Over the past two weeks, the Legislature has kicked its hearing schedule into high gear, ahead of the traditional August lull.  As a result, we’ve been busy presenting testimony, with simultaneous hearings this week addressing multiple BBA bills.  At one point, we even had witnesses testifying at virtually the same time on two different floors of the State House.

All of the thousands of bills that are filed each two-year session are entitled to a public hearing before the legislative committees to which they are respectively referred for consideration, generally between May of the first year and February of the second year.  This can produce a log-jam, with overlapping hearings—often covering dozens of bills at a time—held at key points in the timeline.

The BBA testified on four bills this week—three of them long-standing priorities, plus one urgent addition to our portfolio—and on a set of bills last week reflecting the Council’s vote last month to join the Right to Counsel Coalition:

On July 23rd, the Judiciary Committee held a hearing to cover all their legislation on probate and family law—nearly 60 in all.  The BBA actually spoke through two witnesses, Brad Bedingfield of Hemenway & Barnes, and Gayle Stone-Turesky of Sugarman Rogers.

  • Brad offered testimony in support of An Act making corrections to the adopted children’s act (S. 872), filed by Senator Cynthia Stone Creem.  This bill would make corrections consistent with the SJC ruling in Bird v.

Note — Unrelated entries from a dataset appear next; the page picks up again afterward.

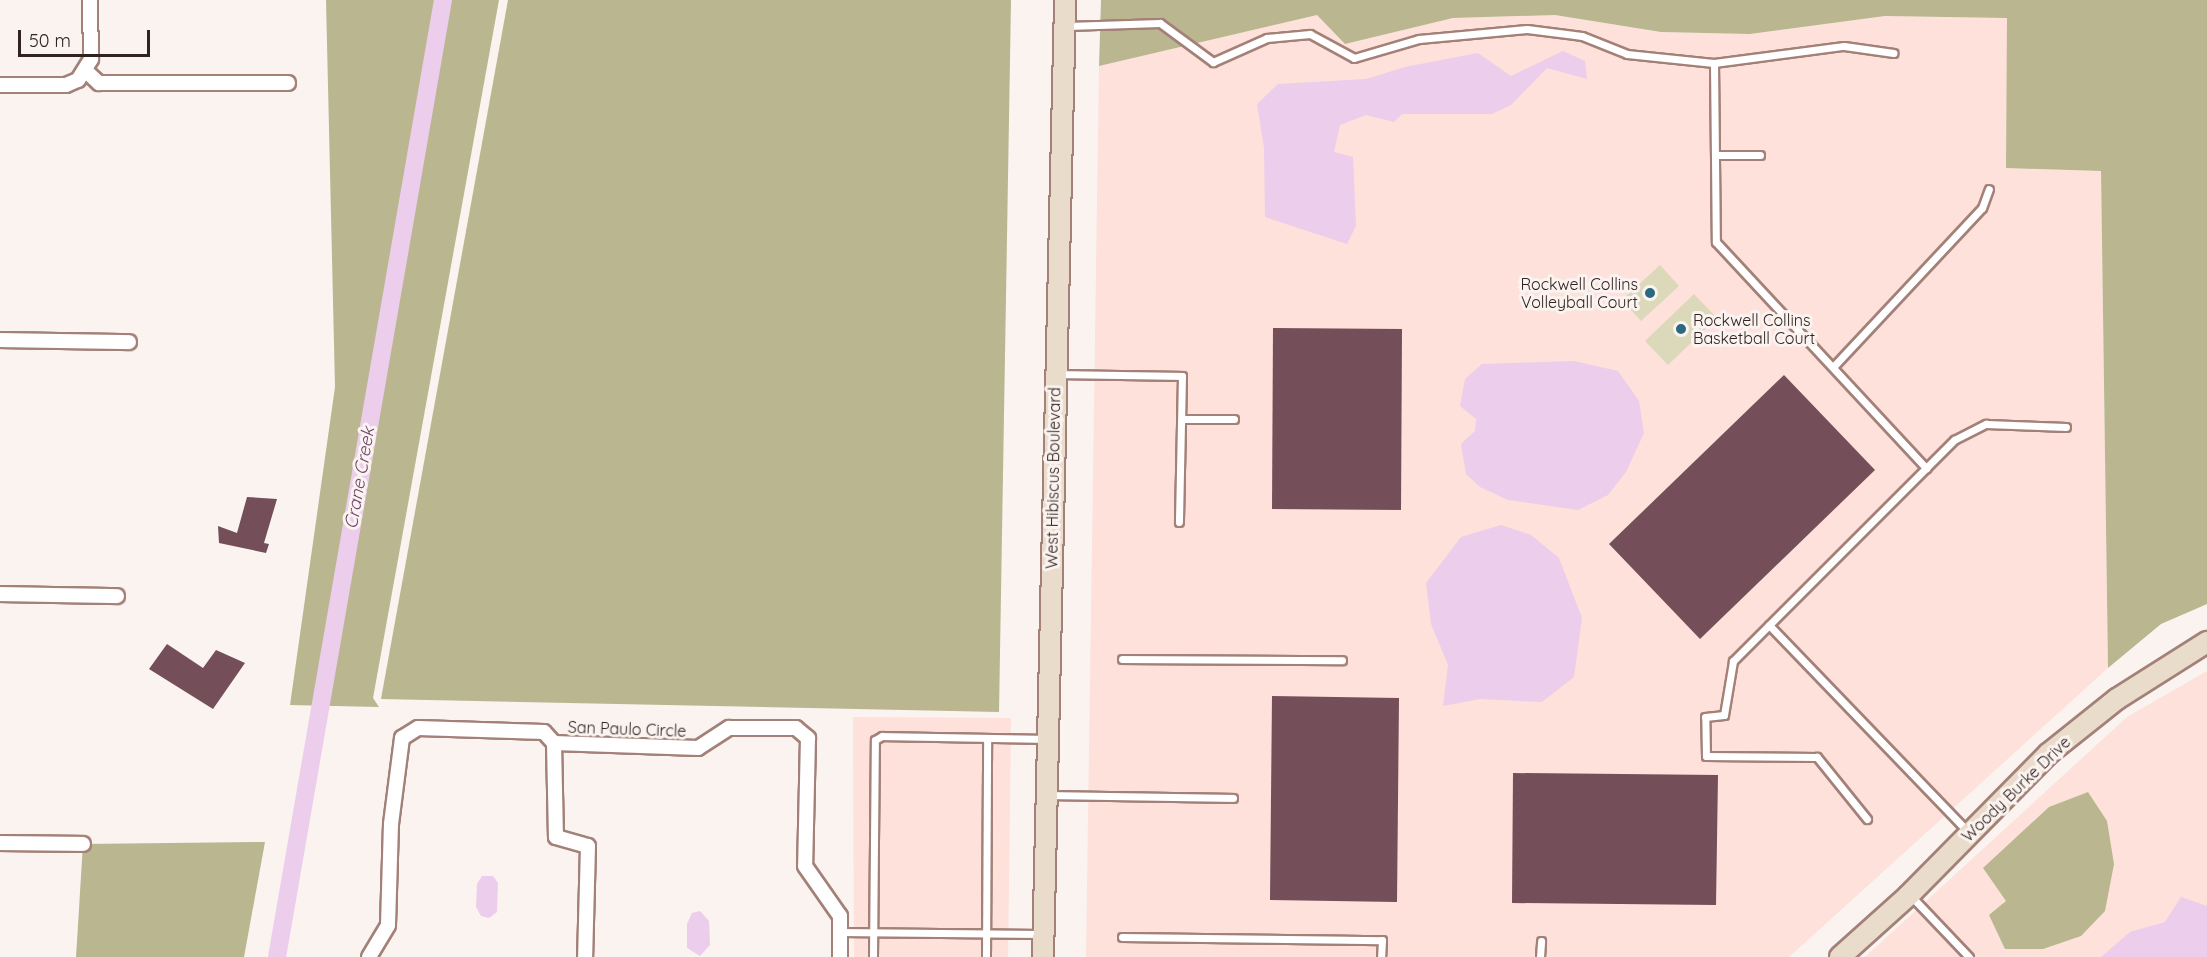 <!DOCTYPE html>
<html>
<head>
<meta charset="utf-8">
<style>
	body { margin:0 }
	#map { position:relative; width:2207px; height:957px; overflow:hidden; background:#faf3f0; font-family:Quicksand,sans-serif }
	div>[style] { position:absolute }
	.built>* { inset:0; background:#fde1da }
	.green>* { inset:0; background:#dcd9ba }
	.forest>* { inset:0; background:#b9b690 }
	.water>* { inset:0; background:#eccdeb }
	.canal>* { height:18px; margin:-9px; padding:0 9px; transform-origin:9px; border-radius:9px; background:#eccdeb }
	.building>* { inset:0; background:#744e59 }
	.roads { filter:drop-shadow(2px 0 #a38178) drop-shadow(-2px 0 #a38178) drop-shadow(0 2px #a38178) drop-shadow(0 -2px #a38178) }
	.lane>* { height:7px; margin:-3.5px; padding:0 3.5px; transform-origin:3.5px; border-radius:3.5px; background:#fff }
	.street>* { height:14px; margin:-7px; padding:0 7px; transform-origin:7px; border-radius:7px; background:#fff }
	.secondary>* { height:20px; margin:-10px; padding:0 10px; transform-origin:10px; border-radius:10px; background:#eadcca }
	.dots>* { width:16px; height:16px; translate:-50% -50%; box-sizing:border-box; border:3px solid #faf3f0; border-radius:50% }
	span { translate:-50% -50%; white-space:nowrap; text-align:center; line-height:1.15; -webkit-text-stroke:6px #faf3f0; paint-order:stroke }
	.poi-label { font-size:16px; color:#312420 }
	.right { translate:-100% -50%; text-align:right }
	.left { translate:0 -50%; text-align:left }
	.street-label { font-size:16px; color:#312420 }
	.water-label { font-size:18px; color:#6d446d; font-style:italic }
	.scale { position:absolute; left:18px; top:30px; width:132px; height:27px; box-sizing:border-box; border:3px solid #312420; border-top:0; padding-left:8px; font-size:18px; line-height:21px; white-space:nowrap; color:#312420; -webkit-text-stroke:4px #faf3f0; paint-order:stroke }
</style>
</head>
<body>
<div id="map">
	<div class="built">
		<div style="clip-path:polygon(1317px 15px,1345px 44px,1453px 18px,1555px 15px,1661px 32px,1750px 34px,1885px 16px,2008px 18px,2006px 168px,2101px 171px,2108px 668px,1789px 957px,1086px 957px,1099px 66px)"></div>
		<div style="clip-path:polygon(2207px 671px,2207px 957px,1865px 957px,2127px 717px)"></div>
		<div style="clip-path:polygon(853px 717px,1011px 718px,1008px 957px,854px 957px)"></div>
	</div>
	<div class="green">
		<div style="clip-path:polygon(1660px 265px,1679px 286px,1641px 321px,1622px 300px)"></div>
		<div style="clip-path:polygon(1694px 294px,1717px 318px,1668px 365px,1645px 341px)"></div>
	</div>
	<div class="forest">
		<div style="clip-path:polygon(326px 0,499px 0,373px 698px,379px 707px,290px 705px,335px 387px)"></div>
		<div style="clip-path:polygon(508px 0,1011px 0,999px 712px,381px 699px)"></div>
		<div style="clip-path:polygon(1101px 0,2207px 0,2207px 604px,2161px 624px,2108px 668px,2101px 171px,2006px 168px,2007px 18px,1885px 16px,1750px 34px,1661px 32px,1555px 15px,1453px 18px,1345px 44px,1317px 15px,1099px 66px)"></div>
		<div style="clip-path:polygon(2088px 792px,2107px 821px,2114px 864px,2105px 911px,2081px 936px,2043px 949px,2005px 949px,1989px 915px,2006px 901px,1983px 868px,2049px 807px)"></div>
		<div style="clip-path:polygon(265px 842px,244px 957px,76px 957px,83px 844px)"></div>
	</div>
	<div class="water">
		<div style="clip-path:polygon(1563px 51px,1585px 61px,1587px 79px,1547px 68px,1511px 105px,1492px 114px,1402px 114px,1394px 122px,1366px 115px,1340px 125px,1334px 152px,1353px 157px,1356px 226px,1347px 244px,1265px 217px,1264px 148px,1257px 104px,1278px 84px,1366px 79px,1405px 67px,1478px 53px,1511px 76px)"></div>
		<div style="clip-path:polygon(1574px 361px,1618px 371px,1639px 401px,1644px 433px,1626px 472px,1608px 495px,1578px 510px,1508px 500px,1480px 487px,1466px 474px,1461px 444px,1475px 431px,1476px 419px,1460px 406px,1465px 379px,1482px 364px)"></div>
		<div style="clip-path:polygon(1501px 525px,1531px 535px,1559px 558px,1582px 618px,1574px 677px,1542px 702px,1480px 699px,1443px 706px,1448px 665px,1431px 624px,1426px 583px,1461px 537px)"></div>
		<div style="clip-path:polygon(482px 876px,493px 876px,498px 883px,497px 912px,489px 918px,481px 916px,476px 907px,477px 884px)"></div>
		<div style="clip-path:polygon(2181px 897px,2207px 906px,2207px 957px,2101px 957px,2130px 932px,2165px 922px)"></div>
		<div style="clip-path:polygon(700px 911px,709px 921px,710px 945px,700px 956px,687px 948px,687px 924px,692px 913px)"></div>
	</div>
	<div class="canal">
		<div style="left:277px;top:957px;width:971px;rotate:-80.16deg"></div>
	</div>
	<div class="building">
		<div style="clip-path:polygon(1273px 328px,1402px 329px,1401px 510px,1272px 509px)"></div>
		<div style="clip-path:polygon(1784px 375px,1875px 470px,1700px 639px,1609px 544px)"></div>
		<div style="clip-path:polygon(247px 497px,277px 499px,264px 543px,269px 544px,266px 553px,219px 543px,218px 526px,237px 533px)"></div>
		<div style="clip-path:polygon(167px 644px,203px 668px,216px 650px,245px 663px,213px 709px,149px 669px)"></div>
		<div style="clip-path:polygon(1272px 696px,1399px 698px,1397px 902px,1270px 900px)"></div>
		<div style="clip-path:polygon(1513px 773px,1718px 775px,1716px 905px,1512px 903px)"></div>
	</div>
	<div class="roads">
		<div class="lane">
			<div style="left:1067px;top:26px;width:93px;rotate:-1.8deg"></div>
			<div style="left:1160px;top:23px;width:66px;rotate:36.3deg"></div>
			<div style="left:1213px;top:62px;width:59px;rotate:-24deg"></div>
			<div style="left:1267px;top:38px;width:43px;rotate:-5.3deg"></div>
			<div style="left:1310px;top:34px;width:50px;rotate:28.6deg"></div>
			<div style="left:1354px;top:58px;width:68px;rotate:-16.3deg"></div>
			<div style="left:1419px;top:39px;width:108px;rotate:-5.3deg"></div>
			<div style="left:1527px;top:29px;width:55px;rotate:7.3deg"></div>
			<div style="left:1582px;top:36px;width:48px;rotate:21.8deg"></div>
			<div style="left:1627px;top:54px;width:87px;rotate:5.9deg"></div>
			<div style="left:1714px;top:63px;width:131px;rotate:-7.5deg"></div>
			<div style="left:1844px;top:46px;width:50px;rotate:8deg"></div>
			<div style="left:1714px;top:63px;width:179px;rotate:89.4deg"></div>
			<div style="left:1716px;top:242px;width:309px;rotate:47.1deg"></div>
			<div style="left:1715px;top:155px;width:45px"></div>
			<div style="left:1833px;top:367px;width:218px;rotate:-46.9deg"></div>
			<div style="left:1982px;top:208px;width:20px;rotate:-70deg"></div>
			<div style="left:1058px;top:374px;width:124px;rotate:0.9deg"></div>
			<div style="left:1182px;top:376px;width:146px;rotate:91.2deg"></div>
			<div style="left:1182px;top:419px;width:52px"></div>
			<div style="left:1769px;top:625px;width:287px;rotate:46.1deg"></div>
			<div style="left:1122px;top:659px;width:220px;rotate:0.3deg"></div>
			<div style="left:1049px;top:795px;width:184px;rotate:0.9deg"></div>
			<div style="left:1867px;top:819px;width:80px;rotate:-128.9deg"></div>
			<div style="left:1817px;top:757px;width:111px;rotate:-179.5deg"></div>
			<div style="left:1706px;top:756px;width:39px;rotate:-91deg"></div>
			<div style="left:1705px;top:717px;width:19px;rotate:-6deg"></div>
			<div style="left:1724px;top:715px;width:55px;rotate:-80.5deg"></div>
			<div style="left:1733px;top:661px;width:313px;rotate:-45deg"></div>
			<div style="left:1954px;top:440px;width:36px;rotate:-27deg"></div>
			<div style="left:1986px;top:424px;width:80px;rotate:2.1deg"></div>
			<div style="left:1911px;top:896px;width:84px;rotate:46.4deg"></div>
			<div style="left:840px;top:932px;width:201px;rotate:0.6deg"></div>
			<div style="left:1122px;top:937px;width:260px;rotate:0.7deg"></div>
			<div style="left:1382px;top:940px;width:17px;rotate:93deg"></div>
			<div style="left:873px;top:957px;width:217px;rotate:-89.5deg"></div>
			<div style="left:875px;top:740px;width:8px;rotate:-30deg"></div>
			<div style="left:882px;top:736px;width:165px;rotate:1deg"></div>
			<div style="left:986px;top:957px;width:219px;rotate:-89.7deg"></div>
			<div style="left:1540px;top:957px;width:16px;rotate:-86deg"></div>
		</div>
		<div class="street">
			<div style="left:86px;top:71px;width:18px;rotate:43deg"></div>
			<div style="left:99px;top:83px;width:189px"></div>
			<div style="left:0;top:85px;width:66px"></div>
			<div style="left:66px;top:85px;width:13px;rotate:-23deg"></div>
			<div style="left:78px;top:80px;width:25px;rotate:-58deg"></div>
			<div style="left:91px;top:59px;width:59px;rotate:-91deg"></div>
			<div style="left:0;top:340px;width:129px;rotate:0.9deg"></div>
			<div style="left:0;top:594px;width:117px;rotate:1deg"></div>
			<div style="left:554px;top:743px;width:94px;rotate:88.8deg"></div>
			<div style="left:556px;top:837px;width:33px;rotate:16deg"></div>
			<div style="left:588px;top:846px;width:111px;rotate:91.5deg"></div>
			<div style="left:0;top:843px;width:83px;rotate:0.7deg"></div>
			<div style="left:369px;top:957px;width:37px;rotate:-59deg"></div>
			<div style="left:388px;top:925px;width:101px;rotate:-88.3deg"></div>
			<div style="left:391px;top:824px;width:87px;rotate:-82.7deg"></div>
			<div style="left:402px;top:738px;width:19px;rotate:-32deg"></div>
			<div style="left:418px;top:728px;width:126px;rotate:1.8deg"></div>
			<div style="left:544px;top:732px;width:15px;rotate:48deg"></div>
			<div style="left:554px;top:743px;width:144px;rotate:2deg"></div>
			<div style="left:698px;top:748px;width:37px;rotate:-33deg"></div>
			<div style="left:729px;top:728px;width:67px"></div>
			<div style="left:796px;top:728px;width:16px;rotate:40deg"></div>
			<div style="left:808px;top:738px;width:128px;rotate:91.3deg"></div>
			<div style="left:805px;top:866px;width:61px;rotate:55deg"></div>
			<div style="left:840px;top:916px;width:41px;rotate:90deg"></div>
		</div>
		<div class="secondary">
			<div style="left:1043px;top:957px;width:957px;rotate:-88.68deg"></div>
			<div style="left:1840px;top:957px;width:93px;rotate:-41.9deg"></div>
			<div style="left:1909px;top:895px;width:198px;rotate:-45.4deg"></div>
			<div style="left:2048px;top:754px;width:88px;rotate:-38.6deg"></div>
			<div style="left:2117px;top:699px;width:107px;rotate:-32.3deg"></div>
		</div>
	</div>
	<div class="dots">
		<div style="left:1650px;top:293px;background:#2b697f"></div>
		<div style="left:1681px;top:329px;background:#2b697f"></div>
	</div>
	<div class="poi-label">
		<span class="right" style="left:1638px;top:293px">Rockwell Collins<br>Volleyball Court</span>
		<span class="left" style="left:1693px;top:329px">Rockwell Collins<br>Basketball Court</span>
	</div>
	<div class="street-label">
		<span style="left:1053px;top:478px;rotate:-89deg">West Hibiscus Boulevard</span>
		<span style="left:627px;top:729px;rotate:2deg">San Paulo Circle</span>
		<span style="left:2016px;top:789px;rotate:-44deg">Woody Burke Drive</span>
	</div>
	<div class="water-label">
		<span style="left:360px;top:478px;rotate:-80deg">Crane Creek</span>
	</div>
	<div class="scale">50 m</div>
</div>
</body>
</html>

BNY Mellon, 463 Mass. 299 (2012) in order effectively to restore the law of 1958, whereby adopted persons covered by pre-1958 instruments are presumed to be excluded from familial trust terms unless they were adopted by the testator or settlor. 
    • It’s a complicated issue, with a number of twists and turns over the past 60+ years, but you can learn more about it here and read our testimony here.
  • Gayle was speaking as part of a joint bar-association panel, with representatives from the MBA, WBA, and the Academy of Matrimonial Lawyers—as well as an accountant with deep experience in family-law cases, who is uniquely positioned to speak about the uncertainty surrounding alimony guidelines in Massachusetts ever since the federal tax code rendered new alimony awards non-deductible to the payor as of this year.  This, too, is an issue that’s difficult to explain, but you’ll find a primer here.
    • Gayle and others endorsed legislation filed by Rep. Sheila Harrington (H. 3701) to effectively restore the status quo in that area, but also in support of enactment of the Uniform Child Custody Jurisdiction Enforcement Act (UCCJEA), through S. 886 (also filed by Sen. Creem).  Massachusetts is the only state that has not yet joined this interstate compact, by which all other states honor one another’s pre-existing custody orders, even when one of the parties moves across state borders.  (More on that issue here.)

Meanwhile, that same day, the Revenue Committee heard a bill (among nearly a hundred others related to the personal income tax) that also affects trusts-and-estates practitioners.  That bill, An Act to continue tax basis rules for property acquired from decedents (H. 2590), may be the most complex of all of these.  Fortunately, we had George Cushing of McLane Middleton on hand to explain it to the assembled legislators.  The bill, filed by Rep. Alice Hanlon Peisch, would provide for continuation of the “step-up” in the Massachusetts tax basis in property acquired from a decedent, a step-up that was allowed for decades under Massachusetts law, until it unexpectedly fell out of the law in 2010 due to the technical interrelation of various federal and state tax statutes.  (For more, our testimony is here.)

The previous week, Mary Ryan of Nutter McLennen & Fish—past BBA President and long-time champion of access to justice—was our representative before the Judiciary Committee when they held a hearing on property and land issues.  Among the 66 bills on the agenda that day were four that would create a right to counsel for low-income tenants and landlords in eviction cases.  You may recall that the Council voted last month to join the new Right to Counsel Coalition in proposing guidelines to improve on those bills and create a workable framework to establish that right statewide.  Our recent post on this issue is here.